Selbstverständlich installieren und betreuen wir die MEDISTAR und MOVIESTAR Software auch auf Computern, die nicht von uns geliefert worden sind.

Um Probleme und Unstimmigkeiten bei der Zuständigkeit zu vermeiden, sind allerdings einige Punkte zu beachten.
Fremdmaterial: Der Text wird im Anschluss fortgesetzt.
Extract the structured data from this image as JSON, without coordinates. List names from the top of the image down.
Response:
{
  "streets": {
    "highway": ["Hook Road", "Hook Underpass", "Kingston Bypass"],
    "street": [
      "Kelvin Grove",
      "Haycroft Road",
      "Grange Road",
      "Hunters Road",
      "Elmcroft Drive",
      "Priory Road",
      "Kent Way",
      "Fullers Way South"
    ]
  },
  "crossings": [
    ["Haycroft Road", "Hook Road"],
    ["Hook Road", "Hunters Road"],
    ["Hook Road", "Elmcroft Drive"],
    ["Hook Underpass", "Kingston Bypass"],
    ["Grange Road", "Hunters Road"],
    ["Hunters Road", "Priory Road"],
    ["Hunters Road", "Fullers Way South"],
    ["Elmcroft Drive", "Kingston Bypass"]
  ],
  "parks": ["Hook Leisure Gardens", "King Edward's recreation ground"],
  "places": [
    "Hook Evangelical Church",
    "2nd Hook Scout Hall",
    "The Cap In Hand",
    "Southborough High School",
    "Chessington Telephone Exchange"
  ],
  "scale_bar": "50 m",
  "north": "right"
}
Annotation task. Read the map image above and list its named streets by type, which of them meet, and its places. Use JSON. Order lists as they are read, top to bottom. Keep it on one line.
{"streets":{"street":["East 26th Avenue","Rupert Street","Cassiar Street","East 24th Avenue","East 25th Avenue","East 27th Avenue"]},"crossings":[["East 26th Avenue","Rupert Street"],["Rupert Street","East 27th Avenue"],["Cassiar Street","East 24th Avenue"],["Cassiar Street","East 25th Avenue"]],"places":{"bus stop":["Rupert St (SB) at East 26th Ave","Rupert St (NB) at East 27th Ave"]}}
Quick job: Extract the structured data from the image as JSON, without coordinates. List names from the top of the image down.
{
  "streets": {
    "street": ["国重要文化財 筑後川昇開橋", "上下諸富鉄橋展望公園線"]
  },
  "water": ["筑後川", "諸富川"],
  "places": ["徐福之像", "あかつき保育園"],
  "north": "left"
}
  • Die gelieferte Hardware muß funktionsfähig sein, das Betriebssystem und die Treibersoftware für alle angeschlossenen Geräte muß installiert sein.
  • Bei Mehrplatzanlagen muß das Netzwerk vollständig installiert und lauffähig sein; auf den Server muß von jedem Arbeitsplatz aus zugegriffen werden können.
  • Die Schnittstelle zwischen uns und dem Lieferanten der Hardware liegt oberhalb der Netzwerkebene, was bedeutet, daß wir ausschließlich für die von uns installierte Anwendungssoftware zuständig sind. Alle Defekte an Hardware oder Netzwerk sind vom Lieferanten der Hardware zu beseitigen.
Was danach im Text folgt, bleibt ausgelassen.